Juna terdiam melihat pesan tersebut. Rupanya Seikha tidak ingin Juna membicarakan sisi gelap kehidupannya.

"Oh ya maaf, Sei. Aku tidak akan membicarakannya," ucap Juna menuruti permintaan Seikha.

Padahal saat itu, Juna juga ingin Seikha tahu bahwa ia memiliki sisi kelam. Ingin Seikha tahu, bahwa Juna juga pernah menderita atau masih menderita. Ingin Seikha tahu bahwa Juna juga pernah merasakan kehilangan yang dalam. Namun tampaknya percuma, Seikha tidak ingin membahasanya.

"Yasudah, yuk istirahat. Besok aku ada kelas daring pagi. Sei, jangan lupa pergi menemui Om Kento." Juna mengingatkan Seikha kembali.

"Aku tidak akan datang," balas Seikha.

"Sei, tidak boleh begitu. Datang ya. Bukan karena apapun, hanya saja, kasihan Om kamu. Bagaimanapun dia bukankah sudah memenuhi tugasnya dengan baik?" Juna berbagi pemikiran dengan Seikha.

"Akan aku pikirkan, tapi aku tidak janji. Bye! Seikha membalas pesan Juna.

"Oke, istirahat ya... Sei, miss you. Hehe," celoteh Juna yang membuatnya senyum sendiri.

Seikha yang melihatnya nampak risih, ia tidak membalas. "Miss you, miss you, baru juga ketemu kemarin. Ga masuk akal. Dasar cowok." Seikha menggerutu, meminum obatnya dan istirahat tidur.

Keesokan harinya Seikha bersiap untuk menuju perusahaan. Sudah bertahun-tahun Seikha tidak pernah berkunjung ke sana. Terakhir saat ia duduk di bangku SMP, menemani Kento setelah pulang sekolah.

Sesampainya Seikha di perusahaan, ia tidak langsung menuju kantor pamannya. Seikha berkeliling. Melihat ruangan demi ruangan yang dipenuhi orang-0rang sedang fokus pda PCnya masing-masing.

Kento melihat dari kaca Seikha yang berkeliaran dan memanggilnya masuk ke dalam ruangan.

"Gimana, Sei?
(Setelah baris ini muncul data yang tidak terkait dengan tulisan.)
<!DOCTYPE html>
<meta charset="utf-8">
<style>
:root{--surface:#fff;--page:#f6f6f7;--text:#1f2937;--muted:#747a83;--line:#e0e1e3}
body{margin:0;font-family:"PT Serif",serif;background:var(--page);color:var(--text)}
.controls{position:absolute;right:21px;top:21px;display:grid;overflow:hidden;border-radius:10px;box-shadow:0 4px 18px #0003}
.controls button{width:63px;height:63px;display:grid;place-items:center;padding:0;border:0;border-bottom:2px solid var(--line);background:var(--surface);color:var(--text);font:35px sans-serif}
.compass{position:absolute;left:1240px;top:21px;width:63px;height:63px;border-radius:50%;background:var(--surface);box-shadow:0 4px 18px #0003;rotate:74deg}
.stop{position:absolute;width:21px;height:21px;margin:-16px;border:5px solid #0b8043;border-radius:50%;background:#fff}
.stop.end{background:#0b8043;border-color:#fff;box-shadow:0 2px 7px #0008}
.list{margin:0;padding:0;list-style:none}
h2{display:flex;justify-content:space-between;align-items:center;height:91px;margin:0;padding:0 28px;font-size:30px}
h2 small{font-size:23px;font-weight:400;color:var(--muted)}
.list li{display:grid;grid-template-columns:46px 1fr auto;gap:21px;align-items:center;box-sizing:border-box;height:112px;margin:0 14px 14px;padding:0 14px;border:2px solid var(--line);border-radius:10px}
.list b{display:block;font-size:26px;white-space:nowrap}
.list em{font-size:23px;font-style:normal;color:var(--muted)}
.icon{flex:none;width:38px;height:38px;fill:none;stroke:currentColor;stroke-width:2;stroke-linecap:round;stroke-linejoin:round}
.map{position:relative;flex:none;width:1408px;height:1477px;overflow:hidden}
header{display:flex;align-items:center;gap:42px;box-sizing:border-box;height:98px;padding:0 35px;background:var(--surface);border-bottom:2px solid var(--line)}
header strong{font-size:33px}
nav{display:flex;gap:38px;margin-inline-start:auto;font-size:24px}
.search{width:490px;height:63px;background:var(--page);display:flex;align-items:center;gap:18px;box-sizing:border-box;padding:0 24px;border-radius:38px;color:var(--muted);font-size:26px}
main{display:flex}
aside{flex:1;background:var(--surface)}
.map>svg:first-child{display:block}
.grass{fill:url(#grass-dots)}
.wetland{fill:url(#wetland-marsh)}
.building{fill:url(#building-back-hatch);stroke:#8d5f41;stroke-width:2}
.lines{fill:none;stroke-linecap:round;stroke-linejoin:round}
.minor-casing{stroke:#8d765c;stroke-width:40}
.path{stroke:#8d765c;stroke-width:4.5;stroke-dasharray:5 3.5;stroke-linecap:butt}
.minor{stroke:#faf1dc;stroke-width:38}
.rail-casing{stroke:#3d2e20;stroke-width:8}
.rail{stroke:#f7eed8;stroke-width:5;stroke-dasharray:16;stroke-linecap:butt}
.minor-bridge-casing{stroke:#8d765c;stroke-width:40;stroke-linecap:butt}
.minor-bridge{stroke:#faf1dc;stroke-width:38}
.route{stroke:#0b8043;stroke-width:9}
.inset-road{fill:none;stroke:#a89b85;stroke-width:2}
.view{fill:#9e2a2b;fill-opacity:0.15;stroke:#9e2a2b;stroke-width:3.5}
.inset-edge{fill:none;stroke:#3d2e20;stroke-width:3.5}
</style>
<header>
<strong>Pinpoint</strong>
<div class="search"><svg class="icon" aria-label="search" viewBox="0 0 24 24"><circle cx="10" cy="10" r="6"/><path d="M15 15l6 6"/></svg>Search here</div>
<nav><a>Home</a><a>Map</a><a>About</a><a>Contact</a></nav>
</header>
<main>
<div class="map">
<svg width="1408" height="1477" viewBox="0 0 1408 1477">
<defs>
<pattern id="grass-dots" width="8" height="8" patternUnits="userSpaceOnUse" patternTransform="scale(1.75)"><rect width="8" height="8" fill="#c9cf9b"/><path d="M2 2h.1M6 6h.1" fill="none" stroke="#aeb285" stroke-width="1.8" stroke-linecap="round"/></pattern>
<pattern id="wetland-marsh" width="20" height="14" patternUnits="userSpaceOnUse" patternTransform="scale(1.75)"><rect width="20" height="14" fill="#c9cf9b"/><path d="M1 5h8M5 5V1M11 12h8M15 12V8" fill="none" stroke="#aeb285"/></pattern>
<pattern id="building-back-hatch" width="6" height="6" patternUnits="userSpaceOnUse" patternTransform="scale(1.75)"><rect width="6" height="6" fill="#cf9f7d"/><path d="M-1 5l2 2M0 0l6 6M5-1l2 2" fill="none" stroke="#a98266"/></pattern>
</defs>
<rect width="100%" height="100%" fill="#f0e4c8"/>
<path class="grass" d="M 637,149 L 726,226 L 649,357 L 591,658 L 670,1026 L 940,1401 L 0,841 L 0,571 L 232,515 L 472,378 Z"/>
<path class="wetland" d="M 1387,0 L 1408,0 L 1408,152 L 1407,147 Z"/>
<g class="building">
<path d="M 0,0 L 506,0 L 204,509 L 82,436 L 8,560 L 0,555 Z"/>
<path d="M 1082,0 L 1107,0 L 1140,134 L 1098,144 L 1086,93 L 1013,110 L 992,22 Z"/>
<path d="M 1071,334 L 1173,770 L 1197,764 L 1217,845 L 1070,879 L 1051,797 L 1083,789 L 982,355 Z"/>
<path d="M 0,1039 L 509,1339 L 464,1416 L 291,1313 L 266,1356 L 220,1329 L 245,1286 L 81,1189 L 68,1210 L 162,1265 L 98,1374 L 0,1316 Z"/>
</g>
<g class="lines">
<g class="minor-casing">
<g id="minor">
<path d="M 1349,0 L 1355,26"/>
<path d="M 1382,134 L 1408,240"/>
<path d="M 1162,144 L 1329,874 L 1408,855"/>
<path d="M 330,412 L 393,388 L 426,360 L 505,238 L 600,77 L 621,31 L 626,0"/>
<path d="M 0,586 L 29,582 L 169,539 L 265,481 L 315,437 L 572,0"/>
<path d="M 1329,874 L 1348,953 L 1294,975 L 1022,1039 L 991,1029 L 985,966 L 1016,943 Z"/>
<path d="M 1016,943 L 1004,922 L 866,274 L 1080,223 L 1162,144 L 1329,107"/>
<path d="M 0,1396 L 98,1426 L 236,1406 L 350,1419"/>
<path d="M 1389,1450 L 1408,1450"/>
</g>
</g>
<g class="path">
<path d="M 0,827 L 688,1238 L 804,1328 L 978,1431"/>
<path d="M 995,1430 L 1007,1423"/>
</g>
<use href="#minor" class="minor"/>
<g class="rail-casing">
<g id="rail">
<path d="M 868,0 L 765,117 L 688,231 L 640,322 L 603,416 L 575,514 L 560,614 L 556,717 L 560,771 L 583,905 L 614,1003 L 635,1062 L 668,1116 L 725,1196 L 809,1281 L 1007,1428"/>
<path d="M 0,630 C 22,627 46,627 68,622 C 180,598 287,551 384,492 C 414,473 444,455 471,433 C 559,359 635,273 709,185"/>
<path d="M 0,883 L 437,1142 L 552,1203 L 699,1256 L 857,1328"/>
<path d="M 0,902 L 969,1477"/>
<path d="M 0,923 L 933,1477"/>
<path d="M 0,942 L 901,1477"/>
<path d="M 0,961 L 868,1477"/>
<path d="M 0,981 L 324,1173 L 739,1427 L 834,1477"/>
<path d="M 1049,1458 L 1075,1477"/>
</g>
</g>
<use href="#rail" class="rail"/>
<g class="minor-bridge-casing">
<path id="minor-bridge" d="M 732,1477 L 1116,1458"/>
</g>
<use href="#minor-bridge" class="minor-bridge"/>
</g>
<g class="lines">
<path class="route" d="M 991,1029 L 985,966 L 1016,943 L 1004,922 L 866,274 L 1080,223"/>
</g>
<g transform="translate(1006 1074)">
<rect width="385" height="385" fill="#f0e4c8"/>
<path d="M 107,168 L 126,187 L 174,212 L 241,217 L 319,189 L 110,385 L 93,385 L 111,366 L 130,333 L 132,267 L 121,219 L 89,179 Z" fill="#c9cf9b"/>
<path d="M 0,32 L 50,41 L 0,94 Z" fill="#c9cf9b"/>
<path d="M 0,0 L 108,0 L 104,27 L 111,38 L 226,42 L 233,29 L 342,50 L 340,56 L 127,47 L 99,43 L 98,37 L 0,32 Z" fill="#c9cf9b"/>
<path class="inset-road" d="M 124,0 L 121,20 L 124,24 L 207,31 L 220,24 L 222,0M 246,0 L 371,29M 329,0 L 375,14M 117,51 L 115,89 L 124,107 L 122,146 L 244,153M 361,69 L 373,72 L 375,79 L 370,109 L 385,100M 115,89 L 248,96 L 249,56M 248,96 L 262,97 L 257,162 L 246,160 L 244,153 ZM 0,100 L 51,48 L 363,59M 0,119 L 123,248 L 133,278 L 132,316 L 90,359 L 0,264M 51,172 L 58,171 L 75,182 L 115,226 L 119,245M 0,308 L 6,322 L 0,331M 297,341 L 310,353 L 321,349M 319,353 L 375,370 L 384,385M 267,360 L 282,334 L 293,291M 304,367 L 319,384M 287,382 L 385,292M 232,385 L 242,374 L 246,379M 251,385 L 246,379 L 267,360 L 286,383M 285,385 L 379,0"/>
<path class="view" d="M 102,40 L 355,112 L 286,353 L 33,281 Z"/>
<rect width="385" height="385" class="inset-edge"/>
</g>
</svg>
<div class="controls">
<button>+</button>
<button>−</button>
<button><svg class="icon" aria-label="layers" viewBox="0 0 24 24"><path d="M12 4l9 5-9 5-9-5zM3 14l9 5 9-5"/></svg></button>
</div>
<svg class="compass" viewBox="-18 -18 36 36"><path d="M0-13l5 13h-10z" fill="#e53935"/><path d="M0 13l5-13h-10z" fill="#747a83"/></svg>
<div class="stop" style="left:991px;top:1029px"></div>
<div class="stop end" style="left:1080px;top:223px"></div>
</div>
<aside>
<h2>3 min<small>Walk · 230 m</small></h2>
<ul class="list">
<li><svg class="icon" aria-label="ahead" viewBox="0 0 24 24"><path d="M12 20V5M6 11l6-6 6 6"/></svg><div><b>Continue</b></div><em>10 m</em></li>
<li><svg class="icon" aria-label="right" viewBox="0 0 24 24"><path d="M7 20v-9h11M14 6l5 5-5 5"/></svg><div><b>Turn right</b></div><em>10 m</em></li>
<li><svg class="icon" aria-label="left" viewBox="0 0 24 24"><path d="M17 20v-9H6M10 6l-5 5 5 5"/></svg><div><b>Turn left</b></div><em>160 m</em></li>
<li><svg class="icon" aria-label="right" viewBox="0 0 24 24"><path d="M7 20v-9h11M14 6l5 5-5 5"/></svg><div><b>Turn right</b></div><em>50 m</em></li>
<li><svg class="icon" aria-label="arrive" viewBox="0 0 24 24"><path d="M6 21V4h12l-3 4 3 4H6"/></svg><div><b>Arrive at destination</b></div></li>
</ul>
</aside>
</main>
Sudah lama tidak ke sini. Paman pikir Seikha tidak akan datang. Baru saja menghubungi bank untuk blokir kartu Seikha," ucap Kento tenang sembari merapikan meja kerjanya yang berantakan.

"Oke jadi apa yang harus dilakukan?" Seikha menarik kursi dan langsung duduk tanpa dipersilahkan.

Kento melihatnya, lalu berkata, "siapa yang suruh duduk?"

Seikha menyeringai, melirik kento dengan tatapan sinisnya. Rupanya begitu Kento sekarang, Seikha menanggapi, ia langsung berdiri kembali.

"Hahaha, bercanda Sei! Kok serius amat sih kamu? Duduk, duduk," ucap Kento berkelakar tidak mengetahui apa yang ada dipikiran Seikha.

"Jadi duduk atau berdiri?" Suara Seikha terlihat kesal, ia tidak ingin bercanda.

"Duduk lah, berdiri tidak sopan Seikha sayang." Kento berbicara lambat sembari memainkan laptop didepannya.

"Ada apa?" Seikha to do point.

"Ini." Kento memberikannya sebuah map berwarna biru yang didalamnya berisi selembar kertas.

"Apa ini?" Tanya Seikha pada Kento.

"Coba saja dibaca," ucap Kento tidak lagi bercanda, terdengar serius dan mengintimidasi.

——————————————————————

Jakarta, 25 Februari 2020

Saya yang bertanda tangan di bawah ini:

Nama : Seikha Sahl

Usia : 20 Tahun

Pekerjaan : Mahasiswa

Alamat : Jalan Merpati No 15, Jakarta

Jabatan : Komisaris

Dengan ini menyatakan tunduk dengan segala ketentuan dan pasal yang berada dalam butir kesepakatan. Sebelum tanggal 1 Januari 2021, tidak berhak atas segala properti, kartu debit, kartu kredit, maupun pembelanjaan lainnya. Dana yang akan diberikan setiap bulannya adalah sebesar Rp 5.000.000,-/bulan.

Segala bentuk tanggung jawab dan permasalahan yang timbul sebelum dan setelah penunjukan saya, atau pelepasan jabatan setelahnya, berada di tangan saya. Urusan perusahaan sepenuhnya dilakukan oleh Bapak Kento selaku CEO. Demikian surat pernyatan saya buat tanpa adanya paksaan dari pihak manapun.

Dengan Hormat

(Tanda tangan Seikha yang sudah diisi plus materai)

Seikha Sahl.

——————————————————————

Mata Seikha terbelalak, sedikit terguncang, ia tidak percaya. Beraninya Kento membodohinya.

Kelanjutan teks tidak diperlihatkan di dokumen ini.